Quando acordei na manhã seguinte, não havia alçapão nem tv. Apenas o lustre de sempre estava preso no teto do quarto. Surpresa para mim: existiam outros mundos além daquele onde eu vivia, a infância, e eu percebi que em algum momento no futuro eu deveria procurá-los.

Babilônia

Também houve um primeiro sonho de todos os sonhos já sonhados. Foi Marduk quem o teve, quando o planeta estava em sua infância, e era povoado por trilobitas, animais marítimos da era paleozoica com forma de caranguejo e escorpião.

Marduk sonhou que era uma poça de água sobre um chão de granito. O céu estava nublado, havia acabado de chover e o calor tinha abrandado. De primeiro, o sonho não o intrigou. Marduk gostou de ser uma poça de água. “Por que gostei?”, ele se perguntou depois, o que levou-o a pensar que a poça era de água doce e que o mundo era de água salgada e algo podia — e tinha de — ser feito.

Então Marduk quebrou o trilobita Tiamat. Com a carapaça de suas costas de caranguejo fez o céu acima do mar.
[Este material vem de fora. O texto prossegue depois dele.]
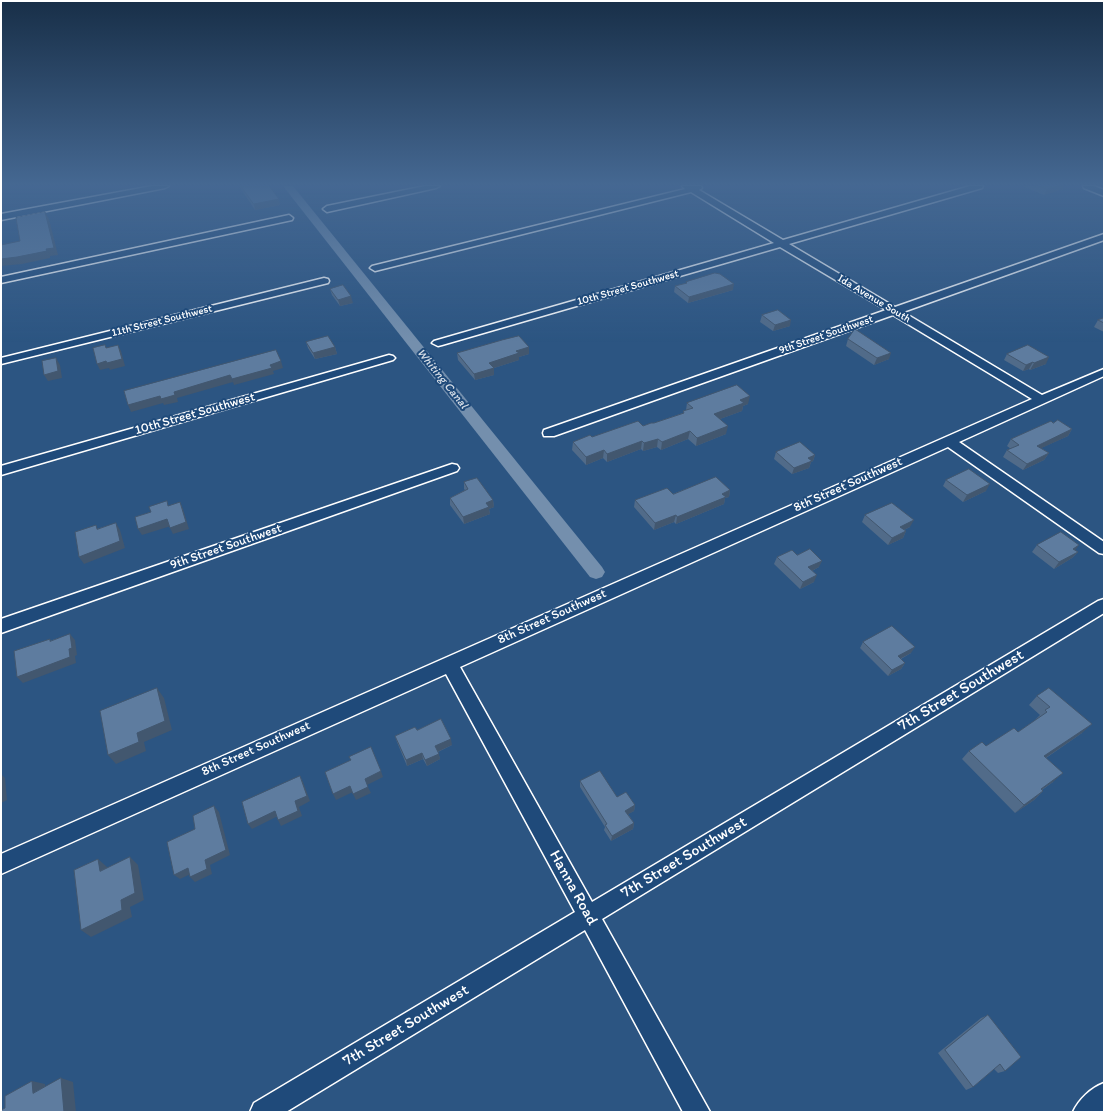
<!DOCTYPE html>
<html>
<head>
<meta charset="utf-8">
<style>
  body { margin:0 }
  #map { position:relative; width:1105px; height:1113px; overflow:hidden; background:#2c5582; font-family:Itim,sans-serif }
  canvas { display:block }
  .frame { position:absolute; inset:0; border:2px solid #fff; pointer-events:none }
</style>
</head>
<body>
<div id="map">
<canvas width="1105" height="1113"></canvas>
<div class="frame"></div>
</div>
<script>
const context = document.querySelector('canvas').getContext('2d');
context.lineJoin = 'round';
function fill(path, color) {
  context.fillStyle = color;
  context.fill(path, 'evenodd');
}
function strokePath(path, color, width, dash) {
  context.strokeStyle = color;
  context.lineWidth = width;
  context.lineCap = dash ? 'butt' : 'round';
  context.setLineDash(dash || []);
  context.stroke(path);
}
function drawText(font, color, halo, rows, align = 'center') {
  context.font = font + ' Itim,sans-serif';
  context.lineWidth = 4;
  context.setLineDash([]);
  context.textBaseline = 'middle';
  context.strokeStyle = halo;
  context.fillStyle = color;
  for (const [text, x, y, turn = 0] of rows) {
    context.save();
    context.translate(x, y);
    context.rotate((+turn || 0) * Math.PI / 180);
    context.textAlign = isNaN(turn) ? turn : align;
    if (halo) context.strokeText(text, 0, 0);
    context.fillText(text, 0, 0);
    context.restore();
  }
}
fill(new Path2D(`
  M283,186H293L602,567L605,572L602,577L596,579L590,577Z`), '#748fad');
const street = new Path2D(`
  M152,186H169L165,188L1,220V214Z
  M425,186H440L436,188L327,212L323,209L327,206Z
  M682,186H701L702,188L699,190L783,240L970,186H983L982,188L789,244L895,307L1104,234V240L903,312L1042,395L1104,369V376L959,442L1104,542V554L1099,553L948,447L460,667L592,902L1098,601L1104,599V613L602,919L710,1112H683L585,930L286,1112H250L254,1103L575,912L446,674L1,874V854L1032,399L893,315L554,436H544L543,433L544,430L886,310L780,247L442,345L438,346L432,343L434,341L774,243L691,192L375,271L370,268L372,266L685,189Z
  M1083,186H1094L1104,190V196L1084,188Z
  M289,215L293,218L292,220L1,283V277Z
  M324,278L328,279L329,281L328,283L1,364V358Z
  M389,355L393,356L395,358L393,360L1,475V466Z
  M452,464L457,465L459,468L457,471L1,633V619Z
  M1104,1083V1112H1073C1079,1099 1091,1088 1104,1083Z`);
strokePath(street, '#fff', 3);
fill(street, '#1f4a7a');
fill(new Path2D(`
  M239,186H269L280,205L255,210Z
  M1022,186H1064L1063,189L1044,195Z
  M686,282L733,290L688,303L674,292L675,286L686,283Z
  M330,289L353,303L340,306L332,295Z
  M762,315L790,326L773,331L760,322Z
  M1104,318V332L1094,327L1098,320Z
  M848,339L889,359L874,365L846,346Z
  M306,342L335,347L337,354L315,359L308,348Z
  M529,347V354L519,357V360L494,368V375L475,380L458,360L457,353Z
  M1007,354L1046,364L1030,370L1029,369L1023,371L1004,360Z
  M687,403L748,404L743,406L742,411L720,419L726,434L696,446L688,439L661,450L657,447L643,451L641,449L607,462L603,458L586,465L572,450L573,442L654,423L683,413V411L686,410Z
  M1053,423L1072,429L1068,436L1041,448L1049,453L1044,460L1023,470L1003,457L1007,450L1011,449L1007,446L1011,439Z
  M776,452L815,455L813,461L811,462L809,468L792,474L774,459Z
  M946,480L986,491L963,502L943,486Z
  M464,482L493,500L494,507L489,509L490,514L464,524L450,505V498L465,490L464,489Z
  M730,490L729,497L725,498L724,504L676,524L674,522L654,530L634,507L635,500L673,494Z
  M865,515L910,527L904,530L906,531L903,538L888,545L862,522Z
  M1037,545L1075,550L1078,552L1072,558L1054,569L1032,552Z
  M797,555L819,567L812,571L814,582L800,589L774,564L777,557Z
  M863,642L911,653L901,659L905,663L901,669L888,676L860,648Z
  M1037,696L1082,733L1046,758L1053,782L1042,790L1043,791L1034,800L1015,813L962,759L969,751L986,746L1018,732L1037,719H1036L1040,715L1029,705Z
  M417,730L452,745L438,752L440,759L427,766L423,759L407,766L397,742L395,736Z
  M580,781L635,805L634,811L628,814L634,823L633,829L611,841L604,830L605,827L580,787Z
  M988,1015L1005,1071L998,1073L994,1069L973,1087L966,1090L938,1053L981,1018Z`), '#516b89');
fill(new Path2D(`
  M1058,186H1064L1063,189L1044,195L1047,189Z
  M279,199L280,205L255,210L254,204Z
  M45,212L49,219L58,255L50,256V258L22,264L1,266V259L47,251Z
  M734,284L733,290L688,303L689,297Z
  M351,296L353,303L340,306L338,300Z
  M791,320L790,326L773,331L775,325Z
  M118,345L121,351L125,366L110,370L109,368L100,370L97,364L106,361Z
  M335,347L337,354L315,359L313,353Z
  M529,347V354L519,357V360L494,368V375L475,380L474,374L489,363L516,351Z
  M891,353L889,359L874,365L877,358Z
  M1049,357L1046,364L1030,370L1034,363Z
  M56,358L60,365L62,378L48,381L44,375Z
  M281,361L283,368L273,371L274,374L234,385L232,379Z
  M1033,362L1029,369L1023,371L1026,365Z
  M230,375L233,382L177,398L178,402L164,405L163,403L131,412L128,405Z
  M750,396L748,404L743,406L742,411L712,422L714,414L740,400Z
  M728,426L726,434L696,446L697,438Z
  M1072,429L1068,436L1033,452L1037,446Z
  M690,431L688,439L661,450L662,442Z
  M658,439L657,447L643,451L644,443Z
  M642,441L641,449L607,462V454Z
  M604,450L603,458L586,465V457Z
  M1049,453L1044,460L1023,470L1027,464Z
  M815,455L813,461L811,462L809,468L792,474L794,468L808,458Z
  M990,484L986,491L963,502L967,495Z
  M730,490L729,497L725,498L724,504L676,524L677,517L722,494Z
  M493,500L494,507L489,509L490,514L464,524L463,517L486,503Z
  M180,502L183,509L189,529L173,534L170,528Z
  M676,515L674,522L654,530L655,523Z
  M167,519L171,526L142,535L138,529Z
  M914,520L910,527L897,533L900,527Z
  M116,523L120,530L125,548L84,564L79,557Z
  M906,531L903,538L888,545L892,538Z
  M1079,545L1074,552L1073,549Z
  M1078,552L1072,558L1054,569L1059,562Z
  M822,561L819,567L806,574L808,567Z
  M817,575L814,582L800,589L803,582Z
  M70,634L75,640L77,655L75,656L76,663L23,683L17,677L69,649Z
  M915,647L911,653L894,662L898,656Z
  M905,663L901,669L888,676L892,670Z
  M157,688L164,698L172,730L144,742L146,751L116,764L108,755L137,733Z
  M1092,724L1082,733L1035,765L1044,756Z
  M451,739L452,745L437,752L435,746Z
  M422,753L423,759L407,766L406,760Z
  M439,754L440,759L427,766L425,760Z
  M381,771L383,777L367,785L365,779Z
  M1063,773L1053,782L1031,797L1041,789Z
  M1,774L5,778L7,800L1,803Z
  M300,776L303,782L310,801L299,807L302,816L281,826L278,820L295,801Z
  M350,786L353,792L336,800L333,794Z
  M368,787L371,793L356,800L353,794Z
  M1043,791L1034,800L1015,813L1024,805Z
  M635,805L634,811L625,816V811Z
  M214,806L219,812L230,855L210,865L212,874L195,882L190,877L205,860Z
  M275,811L278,816L252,829L248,824Z
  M634,823L633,829L611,841L612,836Z
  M130,857L138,865L144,900L130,907L132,917L91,937L81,930L121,900Z
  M98,859L107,867L109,879L100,871Z
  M188,868L193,873L180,879L174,875Z
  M61,1078L73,1082L76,1112H64Z
  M32,1081L45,1084L46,1096L33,1093Z`), '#42576f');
const building = new Path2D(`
  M241,186H269L279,199L254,204Z
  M1039,186H1058L1047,189Z
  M45,212L54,248L46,249L47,251L17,257L1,259V245L20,241L16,218Z
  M715,273L720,274L734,284L689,297L675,286L687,283L686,282Z
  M343,285L351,296L338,300L330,289Z
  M778,310L791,320L775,325L762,315Z
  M1104,318V323L1098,320Z
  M855,329L891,353L877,358L848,339Z
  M328,336L335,347L313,353L306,342Z
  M519,336L529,347L516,351L519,353L489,363L494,368L474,374L457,353L502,340Z
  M105,345L106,348L118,345L122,359L107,363L106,361L97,364L93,348Z
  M1028,345L1049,357L1034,363L1033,362L1026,365L1007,354Z
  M276,350L281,361L270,365L272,368L232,379L230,375L174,392L175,395L161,399L160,396L128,405L124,391Z
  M56,358L58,371L44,375L42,361Z
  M737,385L750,396L740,400L744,403L714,414L728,426L697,438L690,431L662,442L658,439L644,443L642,441L607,454L604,450L586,457L573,442L590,435L592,437L638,421L643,426L651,423H654L684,413L683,411L693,408L687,403Z
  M1058,420L1072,429L1037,446L1049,453L1027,464L1007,450L1019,445L1011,439L1051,421L1053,423Z
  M800,442L815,455L808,458L812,461L794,468L776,452Z
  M969,469L990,484L967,495L946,480Z
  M716,477L730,490L722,494L726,497L677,517L676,515L655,523L635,500L667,488L673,494Z
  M477,478L493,500L486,503L489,507L463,517L450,498L468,489L464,482Z
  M167,501L168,506L180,502L186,522L170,528L167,519L138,529L135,517L151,512L149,507Z
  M892,503L914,520L900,527L906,531L892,538L865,515Z
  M116,523L120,541L79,557L75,532L96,525L97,529Z
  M1061,532L1079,545L1073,549L1078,552L1059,562L1037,545Z
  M810,549L822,561L808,567L817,575L803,582L777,557L792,550L797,555Z
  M892,626L915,647L898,656L905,663L892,670L863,642Z
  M70,634L72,648L69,649L70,657L17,677L14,651L50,639V641Z
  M157,688L165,721L137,733L139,742L108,755L100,711Z
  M1049,688L1092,724L1044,756L1063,773L1041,789L1043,791L1024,805L969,751L982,742L986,746L1014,728L1018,732L1047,712L1045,710L1050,707L1037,696Z
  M441,719L451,739L435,746L439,754L425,760L422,753L406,760L395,736L415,727L417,730Z
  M371,747L381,771L365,779L368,787L353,794L350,786L333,794L325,772L351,760L349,757Z
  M600,771L617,797L626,792L635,805L625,811L634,823L612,836L605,825L607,824L580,781Z
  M300,776L307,796L295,801L298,811L278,820L275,811L248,824L242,802Z
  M214,806L226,850L205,860L207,869L190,877L188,868L174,875L167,842L195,829L193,816Z
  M130,857L135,893L121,900L122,910L81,930L74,870L98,859L100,871Z
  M988,1015L1021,1057L1005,1071L1000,1064L973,1087L945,1050Z
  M61,1078L64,1112H1V1110L5,1108V1096L32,1081L33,1093Z`);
fill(building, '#5e7c9f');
strokePath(building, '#42576f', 1);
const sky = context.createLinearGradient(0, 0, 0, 342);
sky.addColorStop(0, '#182f48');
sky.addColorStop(0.54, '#456892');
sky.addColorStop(1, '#45689200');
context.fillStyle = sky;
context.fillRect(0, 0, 1105, 342);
drawText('11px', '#fff', '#1f4a7a', [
  ["10th Street Southwest",628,288,-16],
  ["Ida Avenue South",874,299,31],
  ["11th Street Southwest",162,321,-14],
  ["9th Street Southwest",826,335,-19]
]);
drawText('italic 12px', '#d5dde6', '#1f4a7a', [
  ["Whiting Canal",442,379,51]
]);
drawText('13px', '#fff', '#1f4a7a', [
  ["10th Street Southwest",195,414,-16],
  ["8th Street Southwest",848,485,-24],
  ["9th Street Southwest",226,547,-19],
  ["8th Street Southwest",552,617,-24],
  ["8th Street Southwest",256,749,-24]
]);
drawText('16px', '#fff', '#1f4a7a', [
  ["7th Street Southwest",961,691,-31],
  ["7th Street Southwest",684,858,-31],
  ["Hanna Road",573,888,61],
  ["7th Street Southwest",406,1026,-31]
]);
</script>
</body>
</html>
Com seu abdômen de escorpião afastou as águas salgadas e fez a terra seca e as rochas de todos os tipos, basaltos, arenitos, granitos, onde poderiam agora poças existir fora do sonho.

Mas por que gostar de ser uma poça de água sobre a laje de granito? Este é um daqueles sonhos recorrentes, como o sonho de estar caindo ou voando, e que muitas pessoas têm. Marduk o teve diversas vezes. Eu já o sonhei.

Todos o sonhamos sem parar porque nunca foi completamente interpretado. Então ele sempre volta e voltará. Para que a sensação de poça de água seja desvelada.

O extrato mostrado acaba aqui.